An exact copy of the data is needed, but without any of its images.

══════

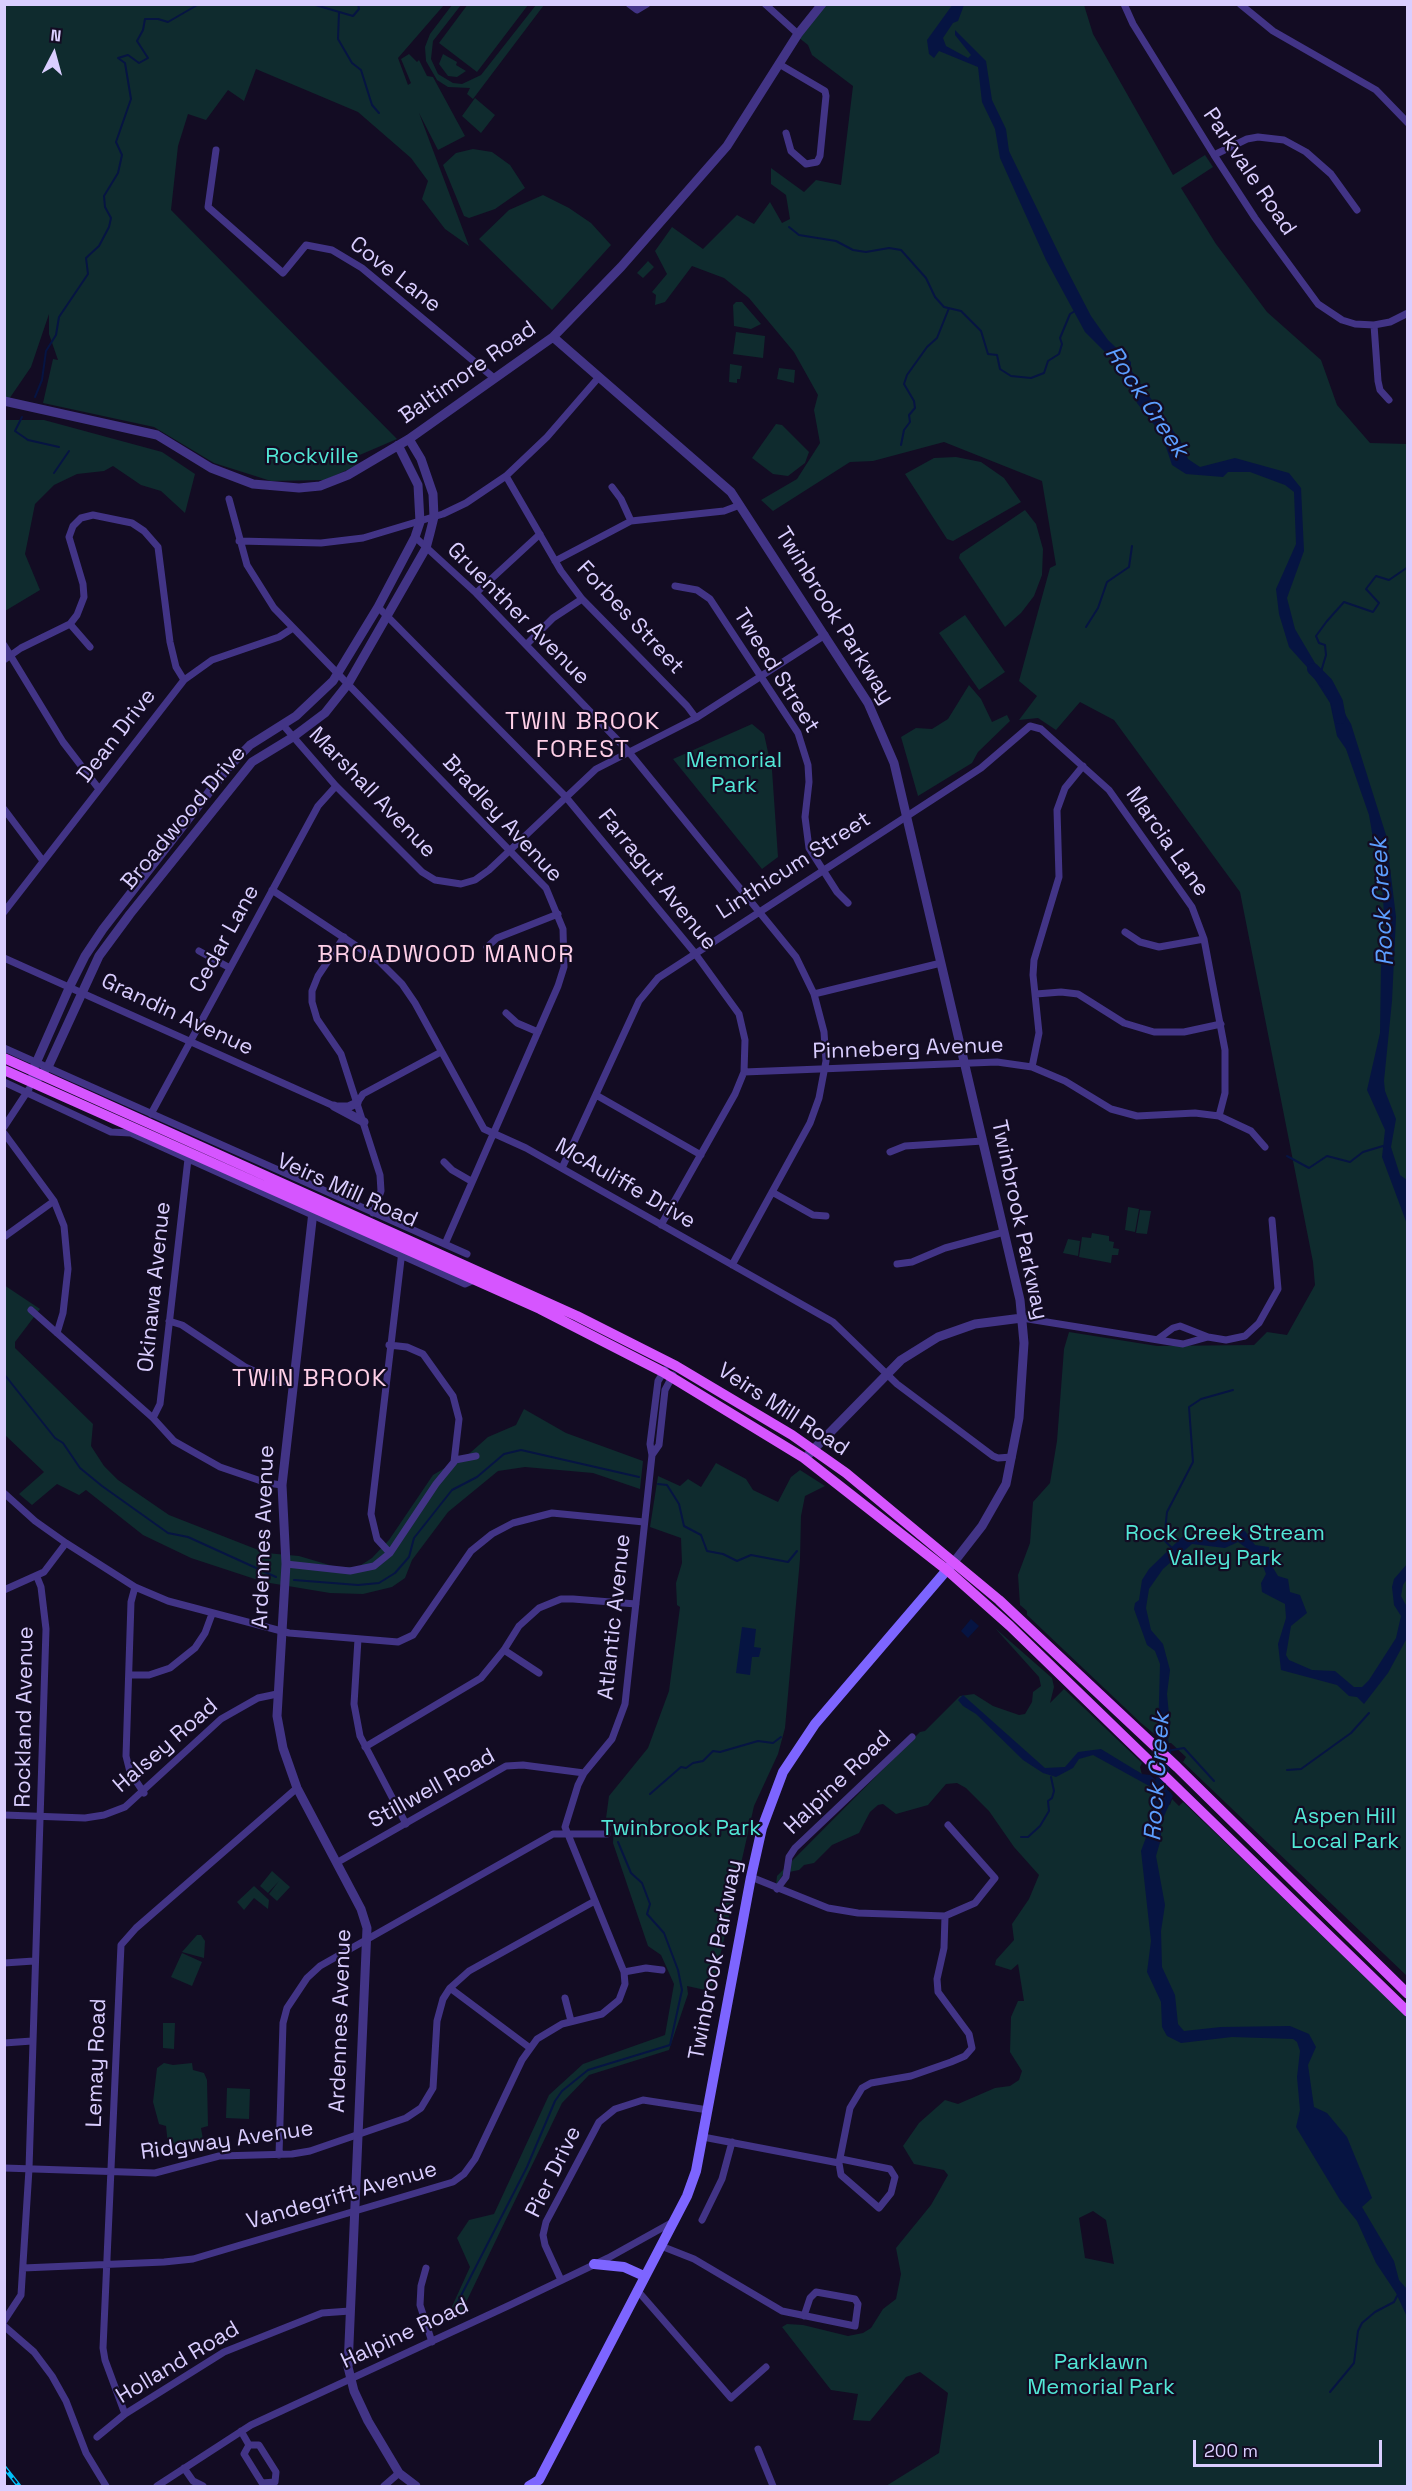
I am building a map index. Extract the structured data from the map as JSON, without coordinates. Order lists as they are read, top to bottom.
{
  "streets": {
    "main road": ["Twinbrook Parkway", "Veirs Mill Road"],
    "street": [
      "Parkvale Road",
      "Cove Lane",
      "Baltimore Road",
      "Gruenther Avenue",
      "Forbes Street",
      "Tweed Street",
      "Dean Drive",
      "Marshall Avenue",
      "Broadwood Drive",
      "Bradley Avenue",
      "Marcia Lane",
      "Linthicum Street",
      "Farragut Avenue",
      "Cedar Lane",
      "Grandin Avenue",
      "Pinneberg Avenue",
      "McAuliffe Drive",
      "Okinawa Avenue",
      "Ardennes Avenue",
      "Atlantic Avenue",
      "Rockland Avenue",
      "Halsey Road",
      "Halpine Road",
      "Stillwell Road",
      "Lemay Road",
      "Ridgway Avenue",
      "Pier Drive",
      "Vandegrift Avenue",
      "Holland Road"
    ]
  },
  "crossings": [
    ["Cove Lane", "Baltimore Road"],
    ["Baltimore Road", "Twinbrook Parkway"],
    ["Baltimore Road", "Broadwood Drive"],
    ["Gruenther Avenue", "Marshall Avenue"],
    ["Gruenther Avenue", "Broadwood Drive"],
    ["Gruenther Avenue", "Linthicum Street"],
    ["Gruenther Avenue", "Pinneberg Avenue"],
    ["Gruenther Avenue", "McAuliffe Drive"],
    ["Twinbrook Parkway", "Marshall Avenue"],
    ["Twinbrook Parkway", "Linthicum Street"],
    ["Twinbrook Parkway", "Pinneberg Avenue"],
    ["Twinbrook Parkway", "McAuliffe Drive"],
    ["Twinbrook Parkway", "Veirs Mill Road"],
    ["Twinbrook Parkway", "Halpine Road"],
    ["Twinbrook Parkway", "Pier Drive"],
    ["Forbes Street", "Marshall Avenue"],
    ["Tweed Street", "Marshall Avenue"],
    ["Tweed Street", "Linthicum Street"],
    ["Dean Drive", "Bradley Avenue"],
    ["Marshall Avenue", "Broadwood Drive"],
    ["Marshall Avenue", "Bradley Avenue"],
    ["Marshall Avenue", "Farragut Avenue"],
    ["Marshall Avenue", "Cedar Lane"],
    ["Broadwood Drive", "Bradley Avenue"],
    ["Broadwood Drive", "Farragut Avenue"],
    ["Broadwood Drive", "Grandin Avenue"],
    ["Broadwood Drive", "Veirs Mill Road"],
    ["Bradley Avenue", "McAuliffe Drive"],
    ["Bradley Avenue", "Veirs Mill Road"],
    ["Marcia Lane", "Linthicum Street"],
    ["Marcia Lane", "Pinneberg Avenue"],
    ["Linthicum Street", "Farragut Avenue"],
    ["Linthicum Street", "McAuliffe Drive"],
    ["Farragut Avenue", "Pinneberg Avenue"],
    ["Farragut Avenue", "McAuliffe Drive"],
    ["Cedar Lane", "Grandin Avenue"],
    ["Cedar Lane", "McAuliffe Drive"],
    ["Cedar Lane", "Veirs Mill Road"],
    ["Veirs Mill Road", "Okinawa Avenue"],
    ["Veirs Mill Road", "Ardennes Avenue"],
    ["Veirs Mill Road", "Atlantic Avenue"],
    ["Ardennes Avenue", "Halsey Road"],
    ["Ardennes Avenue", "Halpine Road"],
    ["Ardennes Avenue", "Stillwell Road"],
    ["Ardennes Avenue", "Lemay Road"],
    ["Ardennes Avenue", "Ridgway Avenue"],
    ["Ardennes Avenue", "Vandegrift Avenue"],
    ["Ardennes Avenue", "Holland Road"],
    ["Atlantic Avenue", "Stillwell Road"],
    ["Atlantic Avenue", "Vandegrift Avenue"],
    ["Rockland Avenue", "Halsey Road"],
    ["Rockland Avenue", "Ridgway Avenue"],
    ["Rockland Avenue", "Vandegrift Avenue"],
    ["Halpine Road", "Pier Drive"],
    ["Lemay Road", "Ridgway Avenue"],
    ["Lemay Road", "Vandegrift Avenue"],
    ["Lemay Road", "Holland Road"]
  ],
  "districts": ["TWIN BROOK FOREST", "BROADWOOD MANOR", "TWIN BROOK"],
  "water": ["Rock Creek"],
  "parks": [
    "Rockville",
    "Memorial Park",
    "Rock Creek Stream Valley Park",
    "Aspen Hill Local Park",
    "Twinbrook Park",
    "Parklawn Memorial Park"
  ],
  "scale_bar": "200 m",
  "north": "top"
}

══════

• **PROBLEM SOLUTION**:
I am building a map index. Extract the structured data from the map as JSON, without coordinates. Order lists as they are read, top to bottom.
{
  "streets": {
    "main road": ["Twinbrook Parkway", "Veirs Mill Road"],
    "street": [
      "Parkvale Road",
      "Cove Lane",
      "Baltimore Road",
      "Gruenther Avenue",
      "Forbes Street",
      "Tweed Street",
      "Dean Drive",
      "Marshall Avenue",
      "Broadwood Drive",
      "Bradley Avenue",
      "Marcia Lane",
      "Linthicum Street",
      "Farragut Avenue",
      "Cedar Lane",
      "Grandin Avenue",
      "Pinneberg Avenue",
      "McAuliffe Drive",
      "Okinawa Avenue",
      "Ardennes Avenue",
      "Atlantic Avenue",
      "Rockland Avenue",
      "Halsey Road",
      "Halpine Road",
      "Stillwell Road",
      "Lemay Road",
      "Ridgway Avenue",
      "Pier Drive",
      "Vandegrift Avenue",
      "Holland Road"
    ]
  },
  "crossings": [
    ["Cove Lane", "Baltimore Road"],
    ["Baltimore Road", "Twinbrook Parkway"],
    ["Baltimore Road", "Broadwood Drive"],
    ["Gruenther Avenue", "Marshall Avenue"],
    ["Gruenther Avenue", "Broadwood Drive"],
    ["Gruenther Avenue", "Linthicum Street"],
    ["Gruenther Avenue", "Pinneberg Avenue"],
    ["Gruenther Avenue", "McAuliffe Drive"],
    ["Twinbrook Parkway", "Marshall Avenue"],
    ["Twinbrook Parkway", "Linthicum Street"],
    ["Twinbrook Parkway", "Pinneberg Avenue"],
    ["Twinbrook Parkway", "McAuliffe Drive"],
    ["Twinbrook Parkway", "Veirs Mill Road"],
    ["Twinbrook Parkway", "Halpine Road"],
    ["Twinbrook Parkway", "Pier Drive"],
    ["Forbes Street", "Marshall Avenue"],
    ["Tweed Street", "Marshall Avenue"],
    ["Tweed Street", "Linthicum Street"],
    ["Dean Drive", "Bradley Avenue"],
    ["Marshall Avenue", "Broadwood Drive"],
    ["Marshall Avenue", "Bradley Avenue"],
    ["Marshall Avenue", "Farragut Avenue"],
    ["Marshall Avenue", "Cedar Lane"],
    ["Broadwood Drive", "Bradley Avenue"],
    ["Broadwood Drive", "Farragut Avenue"],
    ["Broadwood Drive", "Grandin Avenue"],
    ["Broadwood Drive", "Veirs Mill Road"],
    ["Bradley Avenue", "McAuliffe Drive"],
    ["Bradley Avenue", "Veirs Mill Road"],
    ["Marcia Lane", "Linthicum Street"],
    ["Marcia Lane", "Pinneberg Avenue"],
    ["Linthicum Street", "Farragut Avenue"],
    ["Linthicum Street", "McAuliffe Drive"],
    ["Farragut Avenue", "Pinneberg Avenue"],
    ["Farragut Avenue", "McAuliffe Drive"],
    ["Cedar Lane", "Grandin Avenue"],
    ["Cedar Lane", "McAuliffe Drive"],
    ["Cedar Lane", "Veirs Mill Road"],
    ["Veirs Mill Road", "Okinawa Avenue"],
    ["Veirs Mill Road", "Ardennes Avenue"],
    ["Veirs Mill Road", "Atlantic Avenue"],
    ["Ardennes Avenue", "Halsey Road"],
    ["Ardennes Avenue", "Halpine Road"],
    ["Ardennes Avenue", "Stillwell Road"],
    ["Ardennes Avenue", "Lemay Road"],
    ["Ardennes Avenue", "Ridgway Avenue"],
    ["Ardennes Avenue", "Vandegrift Avenue"],
    ["Ardennes Avenue", "Holland Road"],
    ["Atlantic Avenue", "Stillwell Road"],
    ["Atlantic Avenue", "Vandegrift Avenue"],
    ["Rockland Avenue", "Halsey Road"],
    ["Rockland Avenue", "Ridgway Avenue"],
    ["Rockland Avenue", "Vandegrift Avenue"],
    ["Halpine Road", "Pier Drive"],
    ["Lemay Road", "Ridgway Avenue"],
    ["Lemay Road", "Vandegrift Avenue"],
    ["Lemay Road", "Holland Road"]
  ],
  "districts": ["TWIN BROOK FOREST", "BROADWOOD MANOR", "TWIN BROOK"],
  "water": ["Rock Creek"],
  "parks": [
    "Rockville",
    "Memorial Park",
    "Rock Creek Stream Valley Park",
    "Aspen Hill Local Park",
    "Twinbrook Park",
    "Parklawn Memorial Park"
  ],
  "scale_bar": "200 m",
  "north": "top"
}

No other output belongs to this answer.